[[ Listed records, beginning ]]

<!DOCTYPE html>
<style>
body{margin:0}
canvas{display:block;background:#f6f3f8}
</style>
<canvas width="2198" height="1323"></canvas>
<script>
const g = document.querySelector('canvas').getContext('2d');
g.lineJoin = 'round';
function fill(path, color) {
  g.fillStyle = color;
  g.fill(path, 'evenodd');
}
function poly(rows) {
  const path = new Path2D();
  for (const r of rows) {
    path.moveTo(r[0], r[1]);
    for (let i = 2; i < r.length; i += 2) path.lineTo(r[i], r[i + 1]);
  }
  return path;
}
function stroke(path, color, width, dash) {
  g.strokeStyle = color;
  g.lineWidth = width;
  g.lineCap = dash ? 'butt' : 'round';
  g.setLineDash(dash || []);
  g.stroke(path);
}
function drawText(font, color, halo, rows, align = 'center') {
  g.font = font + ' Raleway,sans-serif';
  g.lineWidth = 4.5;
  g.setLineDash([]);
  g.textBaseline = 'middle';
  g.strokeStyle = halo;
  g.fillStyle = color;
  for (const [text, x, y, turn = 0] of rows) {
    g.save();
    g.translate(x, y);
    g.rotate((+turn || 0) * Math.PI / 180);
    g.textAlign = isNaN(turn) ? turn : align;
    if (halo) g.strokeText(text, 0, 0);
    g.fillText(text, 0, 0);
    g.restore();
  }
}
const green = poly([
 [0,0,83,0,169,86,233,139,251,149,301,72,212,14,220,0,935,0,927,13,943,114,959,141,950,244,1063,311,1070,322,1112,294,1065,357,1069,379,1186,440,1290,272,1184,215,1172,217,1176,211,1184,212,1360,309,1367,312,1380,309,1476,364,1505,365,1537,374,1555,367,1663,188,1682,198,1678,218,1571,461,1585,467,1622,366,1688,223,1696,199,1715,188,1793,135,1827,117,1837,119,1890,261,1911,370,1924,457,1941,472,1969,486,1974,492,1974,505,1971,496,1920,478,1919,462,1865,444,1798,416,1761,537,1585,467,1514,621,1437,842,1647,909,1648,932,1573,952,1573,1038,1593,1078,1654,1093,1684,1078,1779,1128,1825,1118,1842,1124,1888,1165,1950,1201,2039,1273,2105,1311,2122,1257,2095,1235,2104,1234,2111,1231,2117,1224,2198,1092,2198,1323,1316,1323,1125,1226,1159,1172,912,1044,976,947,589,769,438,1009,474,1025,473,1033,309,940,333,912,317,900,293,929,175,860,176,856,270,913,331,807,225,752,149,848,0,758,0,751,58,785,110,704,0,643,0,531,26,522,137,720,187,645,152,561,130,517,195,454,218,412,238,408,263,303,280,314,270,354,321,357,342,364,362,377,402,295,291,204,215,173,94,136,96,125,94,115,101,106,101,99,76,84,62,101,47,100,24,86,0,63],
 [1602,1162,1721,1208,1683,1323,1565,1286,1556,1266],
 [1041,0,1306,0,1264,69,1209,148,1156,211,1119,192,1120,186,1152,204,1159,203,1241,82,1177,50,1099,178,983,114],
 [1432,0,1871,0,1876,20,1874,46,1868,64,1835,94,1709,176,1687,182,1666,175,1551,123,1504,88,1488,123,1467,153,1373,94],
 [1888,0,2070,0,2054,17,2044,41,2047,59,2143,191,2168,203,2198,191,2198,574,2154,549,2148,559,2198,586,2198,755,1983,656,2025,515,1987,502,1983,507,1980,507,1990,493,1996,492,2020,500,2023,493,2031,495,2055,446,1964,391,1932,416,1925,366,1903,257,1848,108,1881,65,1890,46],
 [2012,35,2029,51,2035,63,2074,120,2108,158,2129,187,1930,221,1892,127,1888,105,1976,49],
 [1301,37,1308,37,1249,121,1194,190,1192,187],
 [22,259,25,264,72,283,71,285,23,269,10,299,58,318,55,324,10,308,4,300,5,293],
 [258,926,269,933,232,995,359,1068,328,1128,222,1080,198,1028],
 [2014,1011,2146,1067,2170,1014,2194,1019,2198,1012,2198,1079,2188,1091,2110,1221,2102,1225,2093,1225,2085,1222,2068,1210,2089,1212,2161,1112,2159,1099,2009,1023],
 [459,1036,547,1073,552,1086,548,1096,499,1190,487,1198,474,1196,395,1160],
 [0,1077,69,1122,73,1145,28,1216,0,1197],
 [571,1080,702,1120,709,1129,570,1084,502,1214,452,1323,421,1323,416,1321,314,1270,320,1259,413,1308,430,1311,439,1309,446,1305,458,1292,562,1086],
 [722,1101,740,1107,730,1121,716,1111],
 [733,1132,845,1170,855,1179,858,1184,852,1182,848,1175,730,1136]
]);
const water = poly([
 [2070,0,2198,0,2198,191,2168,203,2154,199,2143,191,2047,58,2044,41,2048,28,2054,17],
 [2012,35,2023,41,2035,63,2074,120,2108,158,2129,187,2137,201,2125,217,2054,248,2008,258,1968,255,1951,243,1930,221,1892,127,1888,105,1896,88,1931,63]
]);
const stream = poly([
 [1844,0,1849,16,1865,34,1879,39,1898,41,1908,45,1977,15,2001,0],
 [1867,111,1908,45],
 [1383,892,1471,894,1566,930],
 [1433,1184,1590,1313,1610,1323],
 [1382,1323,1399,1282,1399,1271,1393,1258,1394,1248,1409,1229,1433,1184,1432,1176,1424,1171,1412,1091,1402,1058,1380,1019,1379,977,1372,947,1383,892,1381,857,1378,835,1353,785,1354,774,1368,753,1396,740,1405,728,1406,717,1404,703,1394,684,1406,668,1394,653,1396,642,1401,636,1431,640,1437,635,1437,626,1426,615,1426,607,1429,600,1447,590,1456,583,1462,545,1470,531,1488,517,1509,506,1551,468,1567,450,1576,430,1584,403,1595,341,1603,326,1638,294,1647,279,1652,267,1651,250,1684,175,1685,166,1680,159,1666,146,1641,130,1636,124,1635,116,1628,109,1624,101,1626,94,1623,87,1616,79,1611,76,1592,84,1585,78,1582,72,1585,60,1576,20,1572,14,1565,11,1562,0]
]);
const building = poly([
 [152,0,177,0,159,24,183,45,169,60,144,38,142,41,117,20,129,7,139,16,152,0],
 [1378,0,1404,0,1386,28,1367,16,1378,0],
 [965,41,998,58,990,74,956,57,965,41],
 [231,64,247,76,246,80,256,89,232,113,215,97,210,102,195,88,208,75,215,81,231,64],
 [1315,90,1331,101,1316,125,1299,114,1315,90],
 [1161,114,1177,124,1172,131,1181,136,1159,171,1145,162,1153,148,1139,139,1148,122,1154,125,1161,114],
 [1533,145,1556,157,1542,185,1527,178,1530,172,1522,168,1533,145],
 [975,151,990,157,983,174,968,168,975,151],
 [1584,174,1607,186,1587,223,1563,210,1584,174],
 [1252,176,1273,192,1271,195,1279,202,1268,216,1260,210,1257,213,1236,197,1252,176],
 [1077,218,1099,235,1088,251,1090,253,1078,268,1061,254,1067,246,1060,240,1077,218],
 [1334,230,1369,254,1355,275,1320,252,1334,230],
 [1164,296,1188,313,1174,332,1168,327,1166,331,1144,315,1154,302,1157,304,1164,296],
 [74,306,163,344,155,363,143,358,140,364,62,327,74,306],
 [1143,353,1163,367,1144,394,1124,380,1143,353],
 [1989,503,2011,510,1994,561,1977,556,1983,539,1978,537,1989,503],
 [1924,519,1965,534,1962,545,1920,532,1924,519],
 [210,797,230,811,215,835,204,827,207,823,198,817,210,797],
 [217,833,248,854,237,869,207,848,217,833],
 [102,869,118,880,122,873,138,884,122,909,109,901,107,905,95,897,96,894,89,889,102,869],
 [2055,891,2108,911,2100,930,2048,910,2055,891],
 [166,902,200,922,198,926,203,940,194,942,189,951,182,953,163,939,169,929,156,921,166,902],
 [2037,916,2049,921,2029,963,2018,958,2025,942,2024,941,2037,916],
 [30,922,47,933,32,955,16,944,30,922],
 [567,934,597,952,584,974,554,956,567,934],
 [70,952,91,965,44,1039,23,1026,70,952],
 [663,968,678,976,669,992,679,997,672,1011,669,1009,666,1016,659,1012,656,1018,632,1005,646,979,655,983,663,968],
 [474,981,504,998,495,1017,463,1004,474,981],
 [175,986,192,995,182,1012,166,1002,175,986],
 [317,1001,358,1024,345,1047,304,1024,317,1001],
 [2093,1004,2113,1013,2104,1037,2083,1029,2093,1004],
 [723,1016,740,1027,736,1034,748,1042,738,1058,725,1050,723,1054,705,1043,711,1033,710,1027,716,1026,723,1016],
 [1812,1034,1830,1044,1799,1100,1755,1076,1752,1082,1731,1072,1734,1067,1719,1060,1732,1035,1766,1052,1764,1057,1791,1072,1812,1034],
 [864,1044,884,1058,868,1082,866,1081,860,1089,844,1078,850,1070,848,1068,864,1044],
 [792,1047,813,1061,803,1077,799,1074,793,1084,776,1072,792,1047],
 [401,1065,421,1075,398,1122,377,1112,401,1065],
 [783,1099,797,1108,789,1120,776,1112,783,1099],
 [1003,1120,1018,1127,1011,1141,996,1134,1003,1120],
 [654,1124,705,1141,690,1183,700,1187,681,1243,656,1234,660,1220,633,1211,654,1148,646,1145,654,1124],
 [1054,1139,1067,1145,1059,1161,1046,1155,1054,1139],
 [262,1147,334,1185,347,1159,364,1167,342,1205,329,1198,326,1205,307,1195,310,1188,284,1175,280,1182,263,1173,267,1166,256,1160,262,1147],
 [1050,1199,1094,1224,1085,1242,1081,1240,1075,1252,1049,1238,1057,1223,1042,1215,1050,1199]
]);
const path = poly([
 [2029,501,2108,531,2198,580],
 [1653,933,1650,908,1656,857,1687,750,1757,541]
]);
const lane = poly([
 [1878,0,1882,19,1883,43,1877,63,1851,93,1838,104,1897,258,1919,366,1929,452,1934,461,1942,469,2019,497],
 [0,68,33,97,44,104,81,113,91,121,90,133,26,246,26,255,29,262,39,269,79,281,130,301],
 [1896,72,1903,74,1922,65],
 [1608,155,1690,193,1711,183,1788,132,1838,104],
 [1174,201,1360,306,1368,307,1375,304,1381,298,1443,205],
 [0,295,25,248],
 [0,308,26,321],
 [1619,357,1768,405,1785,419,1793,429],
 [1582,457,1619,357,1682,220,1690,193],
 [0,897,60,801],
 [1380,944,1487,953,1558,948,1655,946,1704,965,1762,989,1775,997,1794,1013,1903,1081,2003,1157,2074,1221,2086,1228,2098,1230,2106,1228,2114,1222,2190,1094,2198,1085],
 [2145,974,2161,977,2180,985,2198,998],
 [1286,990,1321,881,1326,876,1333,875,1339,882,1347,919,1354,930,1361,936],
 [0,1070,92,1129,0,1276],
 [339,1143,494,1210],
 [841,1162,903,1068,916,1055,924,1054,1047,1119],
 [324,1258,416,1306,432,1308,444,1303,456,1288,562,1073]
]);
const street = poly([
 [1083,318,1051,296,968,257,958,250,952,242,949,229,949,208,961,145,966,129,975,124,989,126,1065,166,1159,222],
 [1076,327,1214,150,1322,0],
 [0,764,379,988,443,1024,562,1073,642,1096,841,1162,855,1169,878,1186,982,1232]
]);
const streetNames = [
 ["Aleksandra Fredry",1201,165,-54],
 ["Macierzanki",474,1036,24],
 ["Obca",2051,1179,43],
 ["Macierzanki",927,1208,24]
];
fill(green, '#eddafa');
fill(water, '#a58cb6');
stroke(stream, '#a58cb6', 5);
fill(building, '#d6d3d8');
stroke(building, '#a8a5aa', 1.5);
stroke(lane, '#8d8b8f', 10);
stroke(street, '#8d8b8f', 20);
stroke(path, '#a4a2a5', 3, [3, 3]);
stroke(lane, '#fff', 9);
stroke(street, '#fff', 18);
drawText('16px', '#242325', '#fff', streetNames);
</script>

[[ Listed records, end ]]

Would you copy every line of the entries that includes the word "building"?

const building = poly([
fill(building, '#d6d3d8');
stroke(building, '#a8a5aa', 1.5);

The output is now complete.